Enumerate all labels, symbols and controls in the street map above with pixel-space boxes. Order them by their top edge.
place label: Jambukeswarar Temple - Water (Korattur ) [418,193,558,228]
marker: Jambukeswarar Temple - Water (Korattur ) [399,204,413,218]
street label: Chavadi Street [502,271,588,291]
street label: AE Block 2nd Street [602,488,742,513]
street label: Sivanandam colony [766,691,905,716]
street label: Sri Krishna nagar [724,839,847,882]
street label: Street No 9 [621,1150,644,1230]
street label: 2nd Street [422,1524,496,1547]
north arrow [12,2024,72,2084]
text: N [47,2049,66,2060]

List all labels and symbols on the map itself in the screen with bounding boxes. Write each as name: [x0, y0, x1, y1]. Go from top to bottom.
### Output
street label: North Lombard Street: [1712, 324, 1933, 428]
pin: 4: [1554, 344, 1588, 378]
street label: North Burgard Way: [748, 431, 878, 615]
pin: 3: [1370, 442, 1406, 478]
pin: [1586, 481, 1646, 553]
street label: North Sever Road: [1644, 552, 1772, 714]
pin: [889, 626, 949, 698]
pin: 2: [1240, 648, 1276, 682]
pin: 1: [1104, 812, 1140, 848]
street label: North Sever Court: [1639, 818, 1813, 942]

**********

ASSIGNMENT
Repeat each line above exactly as it stands.

EXERCISE ANSWER
Enumerate all labels, symbols and controls in the street map above with pixel-space boxes. Order them by their top edge.
place label: Jambukeswarar Temple - Water (Korattur ) [418,193,558,228]
marker: Jambukeswarar Temple - Water (Korattur ) [399,204,413,218]
street label: Chavadi Street [502,271,588,291]
street label: AE Block 2nd Street [602,488,742,513]
street label: Sivanandam colony [766,691,905,716]
street label: Sri Krishna nagar [724,839,847,882]
street label: Street No 9 [621,1150,644,1230]
street label: 2nd Street [422,1524,496,1547]
north arrow [12,2024,72,2084]
text: N [47,2049,66,2060]

List all labels and symbols on the map itself in the screen with bounding boxes. Write each as name: [x0, y0, x1, y1]. Go from top to bottom.
### Output
street label: North Lombard Street: [1712, 324, 1933, 428]
pin: 4: [1554, 344, 1588, 378]
street label: North Burgard Way: [748, 431, 878, 615]
pin: 3: [1370, 442, 1406, 478]
pin: [1586, 481, 1646, 553]
street label: North Sever Road: [1644, 552, 1772, 714]
pin: [889, 626, 949, 698]
pin: 2: [1240, 648, 1276, 682]
pin: 1: [1104, 812, 1140, 848]
street label: North Sever Court: [1639, 818, 1813, 942]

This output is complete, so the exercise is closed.